Remarkably, almost all CRISPR systems have been found to insert spacers in a polarized manner at the leader end of the array. We introduce CRISPR-evOr , a method that leverages the resulting patterns to predict the acquisition orientation for (a group of) CRISPR arrays by reconstructing and comparing the likelihood of their evolutionary history with respect to both possible acquisition orientations. The new method is independent of Cas type, leader existence and location, and transcription orientation. CRISPR-evOr is thus particularly useful for arrays that other CRISPR orientation tools cannot predict confidently and to verify or resolve conflicting predictions from existing tools.

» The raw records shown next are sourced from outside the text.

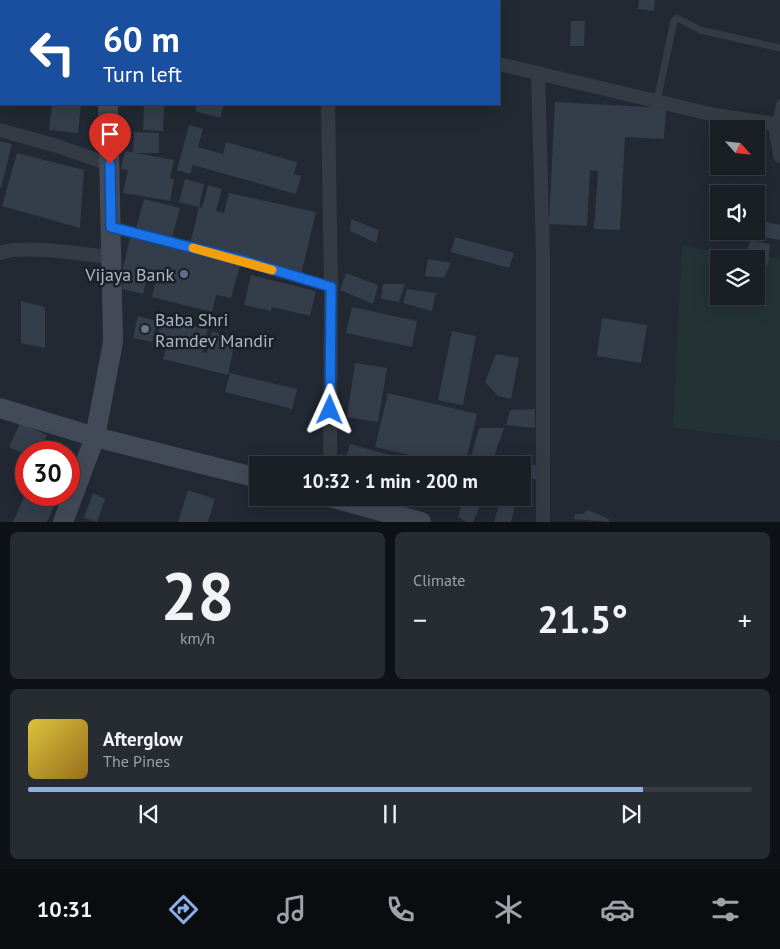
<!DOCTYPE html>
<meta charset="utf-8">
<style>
:root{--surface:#1a1f26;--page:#272c32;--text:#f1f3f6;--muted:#9fa2a7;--line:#383d43;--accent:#8baeea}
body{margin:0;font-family:"PT Sans",sans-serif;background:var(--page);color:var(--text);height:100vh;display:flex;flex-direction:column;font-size:19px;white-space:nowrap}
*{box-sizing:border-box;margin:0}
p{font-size:16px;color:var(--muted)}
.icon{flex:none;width:28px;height:28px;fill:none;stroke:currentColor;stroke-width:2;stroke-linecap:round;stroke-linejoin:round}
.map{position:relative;height:522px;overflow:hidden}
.panel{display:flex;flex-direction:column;gap:10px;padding:10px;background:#0e1115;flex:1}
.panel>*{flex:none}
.banner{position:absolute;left:0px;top:0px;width:500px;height:105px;box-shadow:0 5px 20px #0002,0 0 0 1px var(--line);background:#1a4fa0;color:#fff;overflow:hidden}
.needle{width:32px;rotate:117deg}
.controls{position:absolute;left:710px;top:120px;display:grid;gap:10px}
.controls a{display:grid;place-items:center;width:55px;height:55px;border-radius:0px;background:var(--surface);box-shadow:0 5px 20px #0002,0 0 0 1px var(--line);font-size:25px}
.speed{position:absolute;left:15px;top:441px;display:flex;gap:10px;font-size:25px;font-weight:700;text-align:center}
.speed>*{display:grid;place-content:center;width:65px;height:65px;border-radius:50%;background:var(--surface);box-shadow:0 5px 20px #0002,0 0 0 1px var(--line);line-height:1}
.speed .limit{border:8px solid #d22;background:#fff;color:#111}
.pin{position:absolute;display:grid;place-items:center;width:42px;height:42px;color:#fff;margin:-51px -21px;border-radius:50% 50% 50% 0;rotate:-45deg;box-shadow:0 0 5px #0007}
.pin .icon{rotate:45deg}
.me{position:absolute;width:55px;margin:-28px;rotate:1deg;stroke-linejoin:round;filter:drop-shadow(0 0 4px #0008)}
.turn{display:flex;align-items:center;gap:18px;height:105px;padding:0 20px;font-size:22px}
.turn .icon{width:65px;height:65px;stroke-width:2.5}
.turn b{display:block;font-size:35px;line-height:42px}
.big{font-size:38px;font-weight:700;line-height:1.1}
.panel .widget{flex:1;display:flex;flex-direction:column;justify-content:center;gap:8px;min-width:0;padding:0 18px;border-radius:8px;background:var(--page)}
.panel .dial{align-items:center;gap:0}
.dial b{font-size:65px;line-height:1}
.song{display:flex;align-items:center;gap:15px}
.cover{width:60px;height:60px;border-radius:8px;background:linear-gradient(135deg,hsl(50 70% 55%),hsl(40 70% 35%))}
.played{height:5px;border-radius:2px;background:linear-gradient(90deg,var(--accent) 85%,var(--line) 85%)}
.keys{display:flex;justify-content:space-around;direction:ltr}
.heat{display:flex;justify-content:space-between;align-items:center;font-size:28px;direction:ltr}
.panel .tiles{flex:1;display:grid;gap:10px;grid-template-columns:1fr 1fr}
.widget:last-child{grid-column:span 2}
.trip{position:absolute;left:249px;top:456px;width:282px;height:50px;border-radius:0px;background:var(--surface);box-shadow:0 5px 20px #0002,0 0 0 1px var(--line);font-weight:700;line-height:50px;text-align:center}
.menu{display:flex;height:80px;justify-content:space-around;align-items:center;background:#0a0c0f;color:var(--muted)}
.menu .icon{width:35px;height:35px}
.menu .current{color:var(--accent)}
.menu b{font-size:22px;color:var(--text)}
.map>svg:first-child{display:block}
</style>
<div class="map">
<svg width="780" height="522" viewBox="0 0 780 522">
<rect width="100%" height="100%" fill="#222933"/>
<path fill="#233234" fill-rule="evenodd" d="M682,246L780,259V441L673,428ZM719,259H756V296H719Z"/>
<g fill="#343d4a">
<path d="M639,0H655L654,11L638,9Z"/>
<path d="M571,21H585L584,46H570Z"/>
<path d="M555,102L666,108L664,139L625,137L620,230L594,229L598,171L590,170L587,226L549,224Z"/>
<path d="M52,104H81L78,133L49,130Z"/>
<path d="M144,104H164L163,131L143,130Z"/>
<path d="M197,104H224L220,118L195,111Z"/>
<path d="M189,125L203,129L198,147L223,154L226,142L297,162L294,174L301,176L296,194L193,165L190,174L177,170Z"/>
<path d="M134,132L159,133V153H133Z"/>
<path d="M0,141L12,144L1,188H0Z"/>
<path d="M125,151L174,160L170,178L174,179L170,201L123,193L128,170L121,169Z"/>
<path d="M17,153L84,170L80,228L2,206Z"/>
<path d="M185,179L204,184L199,207L179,202Z"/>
<path d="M208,185L222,189L216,211L224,213L229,193L316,212L301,275L190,244L199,207L202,208Z"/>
<path d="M144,199L180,208L172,238L136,229Z"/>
<path d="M351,219L379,230L376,243L350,231Z"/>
<path d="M756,220L780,225V240L752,235V231H756Z"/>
<path d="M455,237L514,253L509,268L451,252Z"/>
<path d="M130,238L240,265L231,298L216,295L212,312L152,297L156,280L147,278L143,294L122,289L126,273L122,272Z"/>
<path d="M750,240L770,244L768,265L756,264V259H746Z"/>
<path d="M428,259L451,263L444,278L425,276Z"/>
<path d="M346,273L378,285L373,304L340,290Z"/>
<path d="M251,275L316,291L310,316L272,307L271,311L244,305Z"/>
<path d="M383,284H405L399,302L381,299Z"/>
<path d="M407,289L436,293L432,311L403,303Z"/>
<path d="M21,301L45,307V348L21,343Z"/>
<path d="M352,307L417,321L412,347L346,333Z"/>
<path d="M138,316L157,321L152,342L133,338Z"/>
<path d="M162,318L208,329L202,352L207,353L212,332L236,337L228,375L163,359L167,344L156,342Z"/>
<path d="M602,318L647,325L641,363L597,356Z"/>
<path d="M452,331L476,336L463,405L438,400Z"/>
<path d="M496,354L519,358L511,399L498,396L485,382Z"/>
<path d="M355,363L387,368L378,422L347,417Z"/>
<path d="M230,373L297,389L292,409L225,392Z"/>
<path d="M388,393L477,414L465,465H454L375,447Z"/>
<path d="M535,409V428L506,425L510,410Z"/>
<path d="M20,423L47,435L39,452H26V455L9,447Z"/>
<path d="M479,428H504L491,465L470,461Z"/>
<path d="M350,444L390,455L387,465H344Z"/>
<path d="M501,458L537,466V480L522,475V465H498Z"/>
<path d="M188,490L215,499L208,522H178Z"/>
<path d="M93,493L105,499L97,522L84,518Z"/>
<path d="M25,495H59L47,522H13Z"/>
<path d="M464,498H483L473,522H466L458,517Z"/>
<path d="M501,498H517L511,522H494Z"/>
<path d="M588,510L609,519V522L574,519L575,514H583Z"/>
</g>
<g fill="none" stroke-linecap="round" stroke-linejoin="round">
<g stroke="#353b44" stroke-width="7">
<path d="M657,101L674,21L677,18L700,30L780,48"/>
<path d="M775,124L780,103"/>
<path d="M113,228L241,260L331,287"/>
</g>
<g stroke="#353b44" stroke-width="14">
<path d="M328,0V1"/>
<path d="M0,14H1"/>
<path d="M499,64L715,115L775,124L780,156"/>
<path d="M538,73L543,255V522"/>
<path d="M328,104L331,287L330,465"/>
<path d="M0,130L57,146L109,164"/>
<path d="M0,253C21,244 86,255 111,257"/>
</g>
<g stroke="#434a57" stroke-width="20">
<path d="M106,1V0"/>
<path d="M0,408L95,437L258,478"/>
<path d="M333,498L421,522"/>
<path d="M63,522L95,437L113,342L108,104"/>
</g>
</g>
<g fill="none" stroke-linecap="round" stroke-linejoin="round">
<g stroke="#114b97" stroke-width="12">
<path id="route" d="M110,164L111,227L241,260L331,287L330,410"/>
</g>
<use href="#route" stroke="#1a73e8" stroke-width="9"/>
<path stroke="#f59e0b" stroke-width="9" d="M193,248L272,270"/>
</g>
<circle fill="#5c6f8a" stroke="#1a2028" stroke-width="2" cx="184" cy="274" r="5"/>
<circle fill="#6b7280" stroke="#1a2028" stroke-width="2" cx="145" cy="329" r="5"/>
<g text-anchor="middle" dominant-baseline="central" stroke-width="5" stroke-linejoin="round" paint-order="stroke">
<g font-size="18" fill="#afb5c1" stroke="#1a2028" text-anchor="end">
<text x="174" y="274">Vijaya Bank</text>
<text x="155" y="319" text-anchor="start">Baba Shri<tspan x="155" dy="21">Ramdev Mandir</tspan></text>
</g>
</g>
</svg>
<div class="controls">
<a><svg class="needle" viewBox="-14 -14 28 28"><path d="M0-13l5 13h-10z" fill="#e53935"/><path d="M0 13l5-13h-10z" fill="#9fa2a7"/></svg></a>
<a><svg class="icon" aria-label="sound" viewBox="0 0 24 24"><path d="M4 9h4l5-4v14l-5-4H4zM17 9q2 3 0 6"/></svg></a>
<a><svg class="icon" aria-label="layers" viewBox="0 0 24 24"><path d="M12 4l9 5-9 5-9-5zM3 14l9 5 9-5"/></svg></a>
</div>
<div class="speed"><div class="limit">30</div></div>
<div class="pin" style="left:110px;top:164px;background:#d93025"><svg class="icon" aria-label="arrive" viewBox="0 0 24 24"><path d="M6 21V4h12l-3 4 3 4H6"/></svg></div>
<svg class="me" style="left:330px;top:410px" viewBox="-20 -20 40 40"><path d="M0-17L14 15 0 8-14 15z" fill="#1a73e8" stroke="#fff" stroke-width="4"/></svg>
<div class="trip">10:32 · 1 min · 200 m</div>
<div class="banner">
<div class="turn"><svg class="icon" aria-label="left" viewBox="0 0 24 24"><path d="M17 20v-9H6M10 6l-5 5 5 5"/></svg><div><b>60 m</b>Turn left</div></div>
</div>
</div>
<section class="panel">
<div class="tiles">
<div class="widget dial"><b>28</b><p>km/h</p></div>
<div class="widget"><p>Climate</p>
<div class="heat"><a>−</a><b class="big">21.5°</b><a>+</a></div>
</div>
<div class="widget">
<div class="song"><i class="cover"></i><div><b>Afterglow</b><p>The Pines</p></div></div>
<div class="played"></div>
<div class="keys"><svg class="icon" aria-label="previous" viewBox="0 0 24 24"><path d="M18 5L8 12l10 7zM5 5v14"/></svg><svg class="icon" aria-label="pause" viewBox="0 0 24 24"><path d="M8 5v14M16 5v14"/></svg><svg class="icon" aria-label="next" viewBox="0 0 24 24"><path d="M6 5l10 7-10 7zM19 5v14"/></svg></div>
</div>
</div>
</section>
<nav class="menu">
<b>10:31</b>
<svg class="icon current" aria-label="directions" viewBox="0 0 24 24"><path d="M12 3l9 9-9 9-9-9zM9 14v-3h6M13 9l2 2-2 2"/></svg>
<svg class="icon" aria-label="music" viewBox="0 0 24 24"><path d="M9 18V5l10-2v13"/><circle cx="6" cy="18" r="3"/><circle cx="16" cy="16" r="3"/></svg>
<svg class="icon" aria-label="phone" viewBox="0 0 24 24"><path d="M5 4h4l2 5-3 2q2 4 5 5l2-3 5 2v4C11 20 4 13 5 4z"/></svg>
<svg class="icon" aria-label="climate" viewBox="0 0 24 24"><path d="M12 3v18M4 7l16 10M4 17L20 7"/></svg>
<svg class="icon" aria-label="car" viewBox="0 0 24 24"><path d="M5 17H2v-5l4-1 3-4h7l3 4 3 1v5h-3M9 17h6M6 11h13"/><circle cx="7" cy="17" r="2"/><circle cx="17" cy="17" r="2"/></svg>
<svg class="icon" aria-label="filters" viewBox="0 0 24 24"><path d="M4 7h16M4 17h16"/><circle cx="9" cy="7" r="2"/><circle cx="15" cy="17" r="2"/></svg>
</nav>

CRISPR-evOr currently confidently predicts the orientation of 28.3% of the arrays in the considered subset of CRISPRCasdb, which other tools like CRISPRDirection and CRISPRstrand cannot reliably orient. As our tool leverages evolutionary information we expect this percentage to grow in the future when more closely related arrays will be available. Additionally, CRISPR-evOr provides confident decisions for rare subtypes of CRISPR arrays, where knowledge about repeats and leaders and their orientation is limited.
Author Summary
Some bacteria and archaea possess a CRISPR-Cas defense system, which protects them against phages and mobile genetic elements. This system adapts to new threats by incorporating small fragments of their DNA, so called spacers, in a CRISPR array. Remarkably, the acquisition of new spacers is polarized at one end of this array. To understand how this immune system functions, it is essential to know the orientation of these arrays. Many existing tools try to determine orientation using genetic markers, but these methods are often unreliable or disagree with one another.
In our work, we developed a new method that predicts the end at which new spacers are inserted, by considering the evolutionary history of a group of related CRISPR arrays. Unlike other tools, our approach is less reliant on specific genetic markers and can be applied broadly across many types of CRISPR systems. We show that it can confidently determine the orientation of a large number of arrays that other methods cannot resolve. This provides a new way to predict the array orientation, which is particularly useful for rare CRISPR types. Our evolutionary approach will become even more powerful as more genetic data becomes available.